## Work required
Return, from the material below, each line in which "rows" occurs.
*** Begin section ***
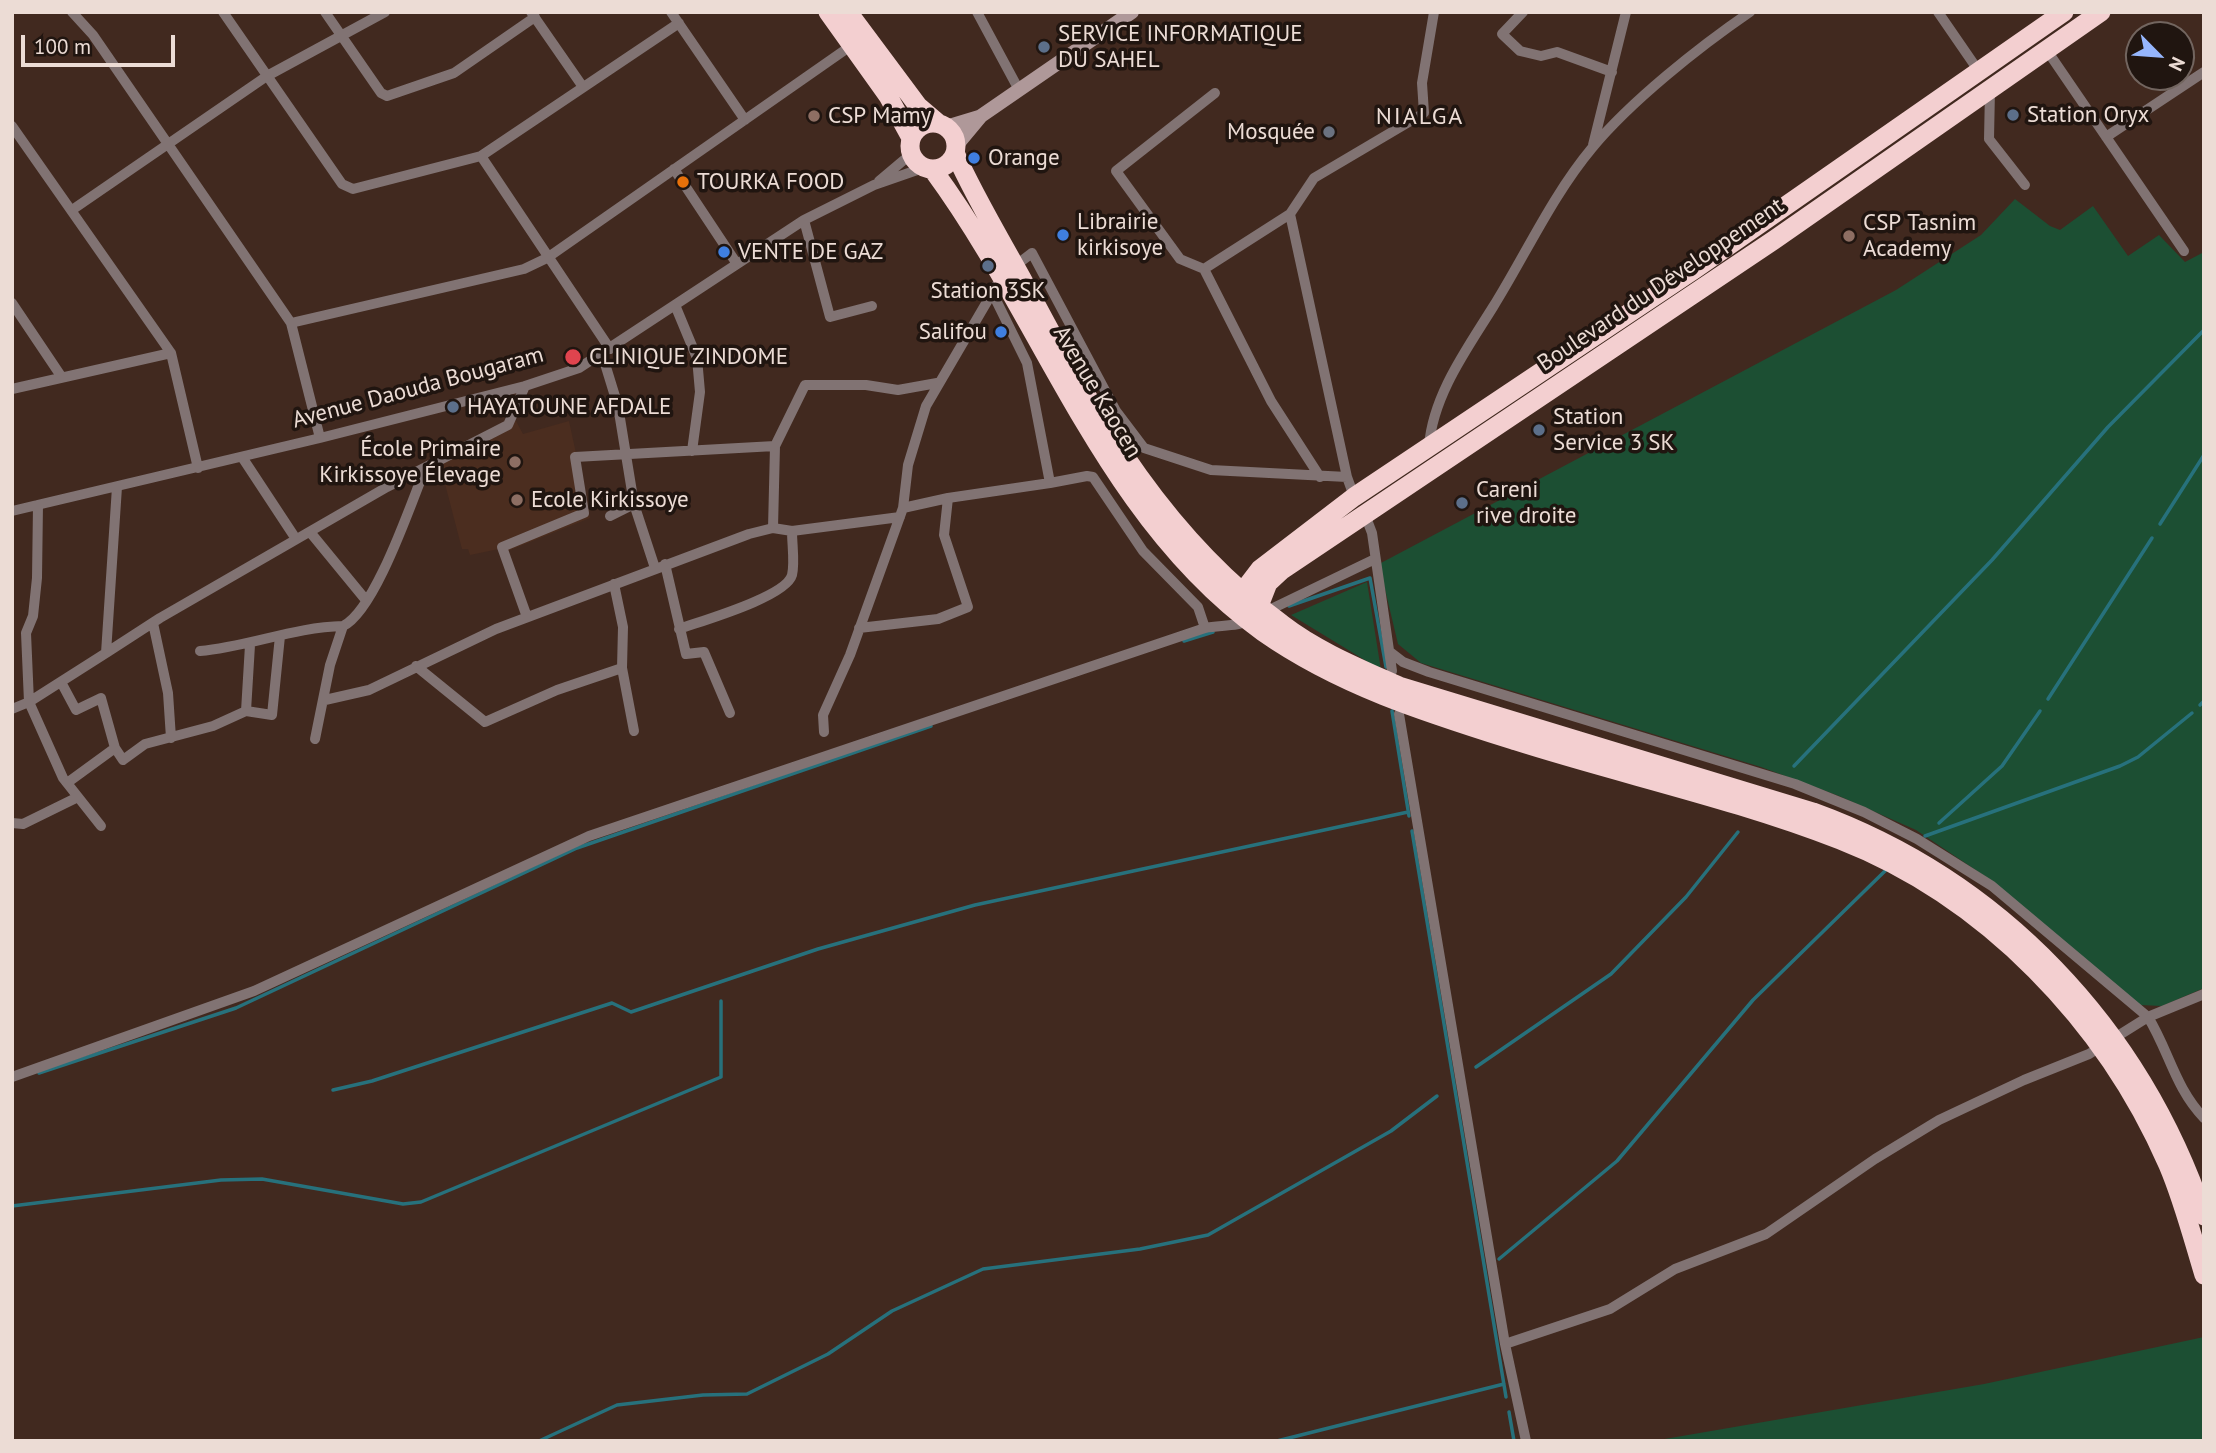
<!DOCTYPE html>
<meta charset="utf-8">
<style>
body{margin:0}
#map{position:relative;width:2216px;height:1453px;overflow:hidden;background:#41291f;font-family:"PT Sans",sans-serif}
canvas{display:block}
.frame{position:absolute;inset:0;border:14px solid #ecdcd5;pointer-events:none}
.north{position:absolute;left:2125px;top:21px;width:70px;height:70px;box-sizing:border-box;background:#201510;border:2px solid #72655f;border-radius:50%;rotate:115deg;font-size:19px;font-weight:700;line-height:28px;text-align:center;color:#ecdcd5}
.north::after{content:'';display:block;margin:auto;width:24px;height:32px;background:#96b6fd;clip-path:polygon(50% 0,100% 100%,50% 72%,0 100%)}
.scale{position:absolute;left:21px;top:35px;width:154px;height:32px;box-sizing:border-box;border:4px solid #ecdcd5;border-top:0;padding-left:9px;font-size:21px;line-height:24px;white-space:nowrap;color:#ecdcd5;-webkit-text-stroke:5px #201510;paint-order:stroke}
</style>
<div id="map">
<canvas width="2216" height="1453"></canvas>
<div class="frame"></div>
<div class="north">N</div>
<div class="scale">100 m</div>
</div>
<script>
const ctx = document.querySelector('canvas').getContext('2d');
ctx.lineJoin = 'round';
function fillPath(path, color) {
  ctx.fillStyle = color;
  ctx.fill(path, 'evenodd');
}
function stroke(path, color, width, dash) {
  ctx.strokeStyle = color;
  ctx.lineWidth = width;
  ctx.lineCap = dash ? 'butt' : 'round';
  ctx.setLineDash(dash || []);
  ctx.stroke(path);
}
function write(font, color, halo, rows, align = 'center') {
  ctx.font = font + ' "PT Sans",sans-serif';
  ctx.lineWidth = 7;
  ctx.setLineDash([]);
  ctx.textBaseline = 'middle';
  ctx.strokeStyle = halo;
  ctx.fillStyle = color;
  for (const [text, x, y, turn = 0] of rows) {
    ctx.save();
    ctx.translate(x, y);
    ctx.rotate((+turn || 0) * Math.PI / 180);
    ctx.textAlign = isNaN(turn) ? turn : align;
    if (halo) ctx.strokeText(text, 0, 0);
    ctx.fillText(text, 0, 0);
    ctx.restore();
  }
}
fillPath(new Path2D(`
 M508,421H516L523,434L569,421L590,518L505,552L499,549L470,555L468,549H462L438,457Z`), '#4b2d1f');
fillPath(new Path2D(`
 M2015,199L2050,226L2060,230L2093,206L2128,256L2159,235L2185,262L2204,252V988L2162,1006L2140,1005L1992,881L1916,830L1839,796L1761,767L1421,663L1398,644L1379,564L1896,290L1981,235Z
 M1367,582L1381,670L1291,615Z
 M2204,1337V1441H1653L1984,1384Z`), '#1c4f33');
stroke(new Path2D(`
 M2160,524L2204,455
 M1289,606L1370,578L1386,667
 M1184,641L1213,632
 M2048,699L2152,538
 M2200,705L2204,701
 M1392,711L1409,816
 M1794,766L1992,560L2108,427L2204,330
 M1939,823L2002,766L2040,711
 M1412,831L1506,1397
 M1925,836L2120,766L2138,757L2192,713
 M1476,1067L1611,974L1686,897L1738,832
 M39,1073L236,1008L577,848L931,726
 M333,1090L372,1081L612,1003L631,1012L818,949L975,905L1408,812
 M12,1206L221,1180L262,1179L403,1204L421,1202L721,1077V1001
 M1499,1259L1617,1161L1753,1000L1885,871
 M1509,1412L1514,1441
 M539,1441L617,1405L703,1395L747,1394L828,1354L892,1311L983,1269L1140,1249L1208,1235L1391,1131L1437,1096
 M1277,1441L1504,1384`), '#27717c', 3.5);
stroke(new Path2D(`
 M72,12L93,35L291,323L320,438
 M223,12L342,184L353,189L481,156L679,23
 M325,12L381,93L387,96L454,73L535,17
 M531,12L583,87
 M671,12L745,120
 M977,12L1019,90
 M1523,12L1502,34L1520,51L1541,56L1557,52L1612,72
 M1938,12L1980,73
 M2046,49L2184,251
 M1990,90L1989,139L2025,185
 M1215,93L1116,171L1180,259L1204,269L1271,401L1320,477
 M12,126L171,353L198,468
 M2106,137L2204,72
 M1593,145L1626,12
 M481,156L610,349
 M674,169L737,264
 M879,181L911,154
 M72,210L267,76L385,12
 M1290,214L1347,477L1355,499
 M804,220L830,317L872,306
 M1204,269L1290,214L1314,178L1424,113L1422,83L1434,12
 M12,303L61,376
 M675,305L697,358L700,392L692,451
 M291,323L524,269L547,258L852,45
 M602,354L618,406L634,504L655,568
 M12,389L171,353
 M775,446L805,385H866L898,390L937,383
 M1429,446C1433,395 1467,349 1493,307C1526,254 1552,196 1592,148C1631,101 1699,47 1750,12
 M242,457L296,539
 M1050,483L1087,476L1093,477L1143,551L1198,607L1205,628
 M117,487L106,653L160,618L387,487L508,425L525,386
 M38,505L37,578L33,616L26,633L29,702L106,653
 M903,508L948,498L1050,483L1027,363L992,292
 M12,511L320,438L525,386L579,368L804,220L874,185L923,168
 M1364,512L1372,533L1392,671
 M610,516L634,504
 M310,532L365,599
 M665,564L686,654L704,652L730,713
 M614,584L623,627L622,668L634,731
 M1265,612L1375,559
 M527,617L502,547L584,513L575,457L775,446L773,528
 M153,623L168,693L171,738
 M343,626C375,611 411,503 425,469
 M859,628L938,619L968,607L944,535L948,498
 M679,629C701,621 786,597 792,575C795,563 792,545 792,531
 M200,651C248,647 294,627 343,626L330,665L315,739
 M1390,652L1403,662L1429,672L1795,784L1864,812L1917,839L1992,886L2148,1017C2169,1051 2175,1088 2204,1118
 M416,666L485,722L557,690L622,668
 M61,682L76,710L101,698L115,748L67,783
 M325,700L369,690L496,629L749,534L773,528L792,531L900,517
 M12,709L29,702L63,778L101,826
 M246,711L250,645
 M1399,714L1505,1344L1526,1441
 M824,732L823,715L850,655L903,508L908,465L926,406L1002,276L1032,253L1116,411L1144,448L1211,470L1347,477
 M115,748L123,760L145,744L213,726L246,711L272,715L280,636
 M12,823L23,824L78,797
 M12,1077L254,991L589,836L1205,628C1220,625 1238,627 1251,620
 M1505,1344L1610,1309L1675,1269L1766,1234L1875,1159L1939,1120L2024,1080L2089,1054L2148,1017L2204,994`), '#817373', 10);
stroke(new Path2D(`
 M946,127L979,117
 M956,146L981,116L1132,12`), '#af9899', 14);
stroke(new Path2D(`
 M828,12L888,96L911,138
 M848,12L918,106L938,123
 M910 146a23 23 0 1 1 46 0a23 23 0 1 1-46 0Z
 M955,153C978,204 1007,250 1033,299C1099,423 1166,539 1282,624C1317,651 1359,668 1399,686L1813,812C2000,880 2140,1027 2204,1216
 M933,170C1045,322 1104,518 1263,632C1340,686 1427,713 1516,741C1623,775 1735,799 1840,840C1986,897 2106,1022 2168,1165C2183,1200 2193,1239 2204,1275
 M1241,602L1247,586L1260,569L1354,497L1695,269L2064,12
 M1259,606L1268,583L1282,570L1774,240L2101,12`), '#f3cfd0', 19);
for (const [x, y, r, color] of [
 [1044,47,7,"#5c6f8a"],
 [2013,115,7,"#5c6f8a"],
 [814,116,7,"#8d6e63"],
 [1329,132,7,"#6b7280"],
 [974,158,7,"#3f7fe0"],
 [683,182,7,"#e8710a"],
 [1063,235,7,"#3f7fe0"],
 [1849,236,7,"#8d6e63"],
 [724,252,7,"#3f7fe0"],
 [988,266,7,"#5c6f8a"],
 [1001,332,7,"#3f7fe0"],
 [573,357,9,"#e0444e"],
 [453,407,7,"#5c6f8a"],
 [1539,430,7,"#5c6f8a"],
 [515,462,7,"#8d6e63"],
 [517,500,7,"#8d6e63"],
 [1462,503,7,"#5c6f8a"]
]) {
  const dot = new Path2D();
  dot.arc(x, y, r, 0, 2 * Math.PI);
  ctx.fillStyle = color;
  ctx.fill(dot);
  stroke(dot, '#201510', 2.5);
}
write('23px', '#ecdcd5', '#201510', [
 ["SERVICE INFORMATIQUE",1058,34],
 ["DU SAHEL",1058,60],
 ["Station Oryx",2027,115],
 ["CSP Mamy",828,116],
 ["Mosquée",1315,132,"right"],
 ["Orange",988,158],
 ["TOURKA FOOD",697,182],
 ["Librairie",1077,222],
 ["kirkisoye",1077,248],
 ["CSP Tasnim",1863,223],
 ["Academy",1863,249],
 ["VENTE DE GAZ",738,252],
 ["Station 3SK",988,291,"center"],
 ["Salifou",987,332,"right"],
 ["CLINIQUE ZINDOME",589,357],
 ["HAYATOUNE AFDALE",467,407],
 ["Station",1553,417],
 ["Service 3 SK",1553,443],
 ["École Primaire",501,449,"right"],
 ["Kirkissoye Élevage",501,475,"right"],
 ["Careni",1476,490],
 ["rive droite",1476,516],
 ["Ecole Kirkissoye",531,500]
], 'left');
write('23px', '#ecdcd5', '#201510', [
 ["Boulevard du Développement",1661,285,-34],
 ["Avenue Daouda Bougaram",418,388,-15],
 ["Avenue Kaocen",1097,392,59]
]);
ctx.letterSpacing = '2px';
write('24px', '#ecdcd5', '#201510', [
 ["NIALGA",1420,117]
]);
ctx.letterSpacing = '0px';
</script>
*** End section ***
## Solution to the problem
function write(font, color, halo, rows, align = 'center') {
  for (const [text, x, y, turn = 0] of rows) {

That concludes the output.